The surge, Mr McDonald said, is mostly attributed to the rising number of smartphones and tablets that have been activated so far and actively employed by Australians in almost everything they do, with Google adding that from October to December 2012 alone, some one million mobile devices will be powered on for online activities.
"That means there will be more and more Australians using them to make decisions on what they're going to buy for Christmas," the Google official was quoted by the Australian Associated Press (AAP) as saying on Wednesday.
And directly connected to that trend, the Google report said, is the new finding that showed nine out of ten Aussies conduct online searches for the products that interest them and end up making the purchase.

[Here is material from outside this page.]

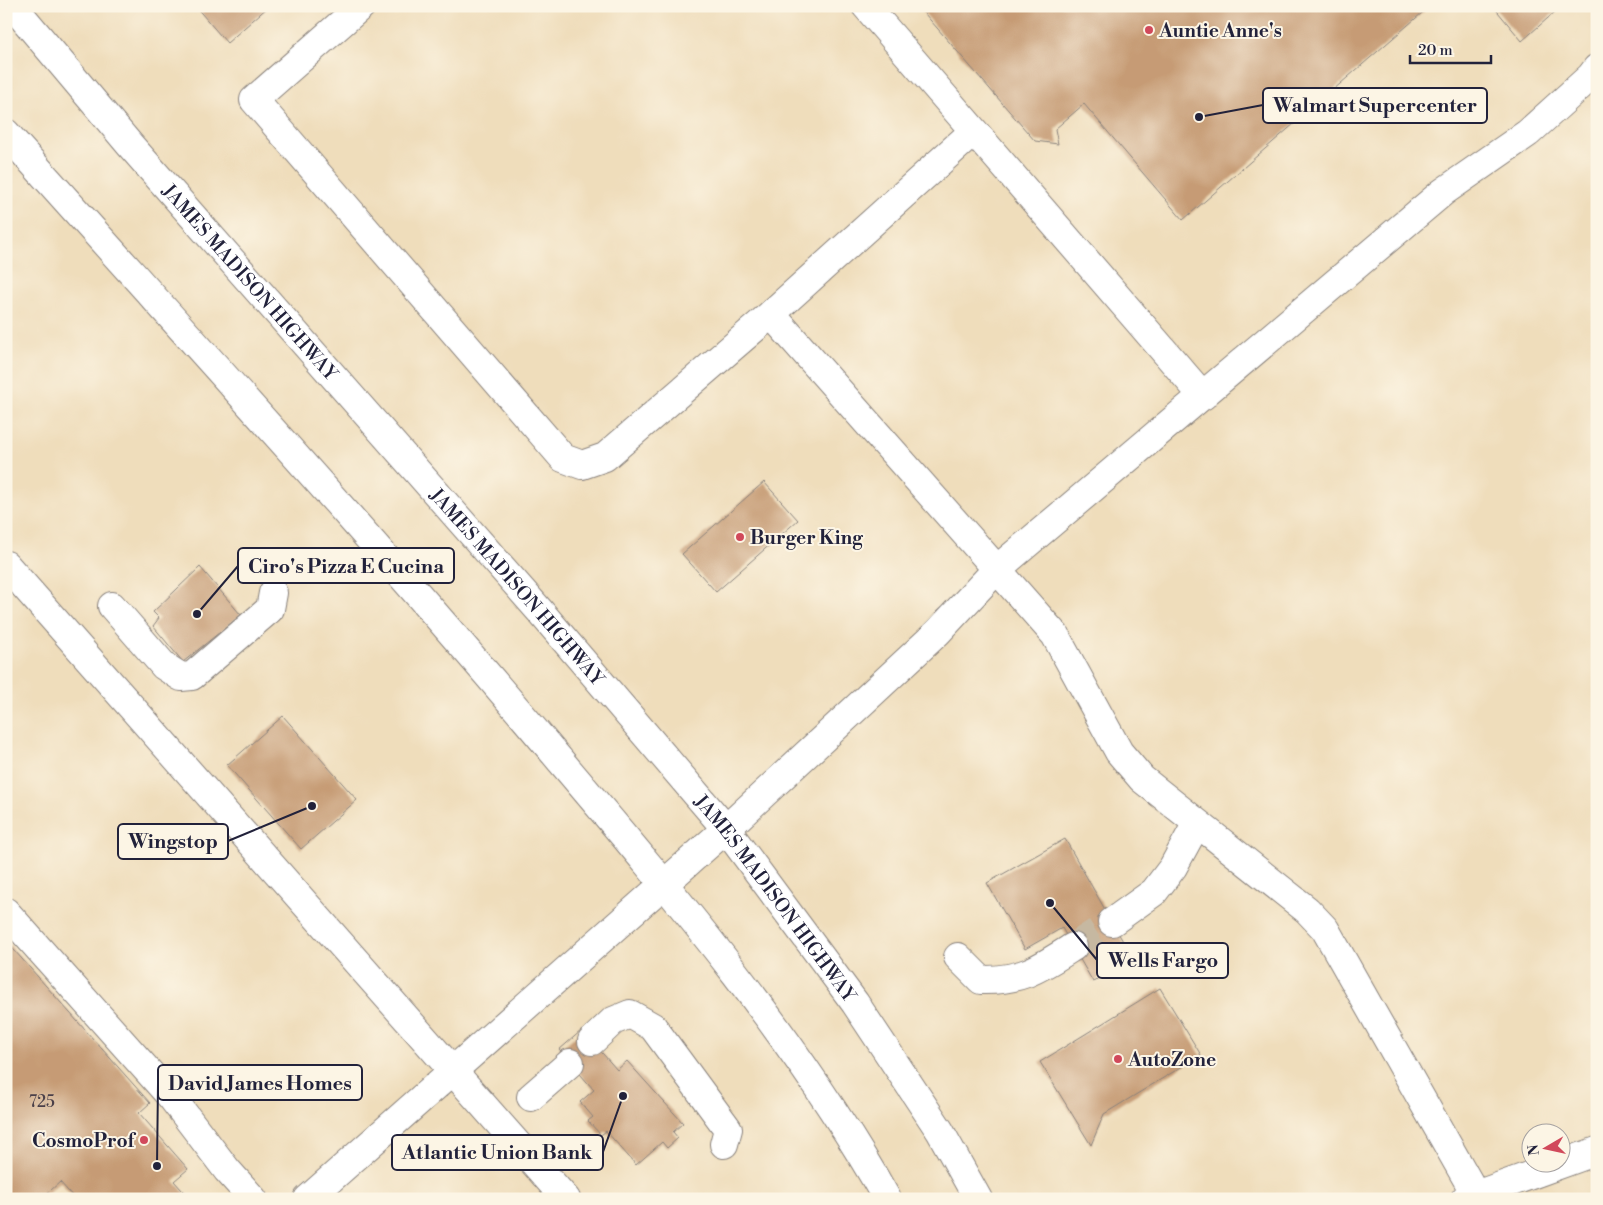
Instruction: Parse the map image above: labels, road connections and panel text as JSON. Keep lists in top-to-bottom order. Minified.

It also indicated that mobile communication tools will play crucial roles in ramping up the projected sales of retailers who made efforts to adjust their online presence for optimum results, Mr Noble said.
"Mobile was hitting about 30 per cent of our search query base, but the number of searches we're getting on mobiles double every year ... By the time we get to Christmas it could even be close to half of all searches," he further explained.
Breaking down the technology-driven shopping habits of local shoppers, Google said 47 per cent regard the smartphone as their foremost online shopping tool while another 25 per cent prefer tablet shopping or research.
Successfully appreciating this data and fine-tuning their operations would significantly boost retailers' chances of getting sizeable slice from the estimated $5.6 billion that Australian online shoppers are set to spend using their mobile gadgets by the end of 2102, PayPal said on its Secure Insight report.
This PayPal forecast, according to SmartCompany, reflects a giant leapfrog from the measly $155 million that then nascent mobile commerce had generated in 2010.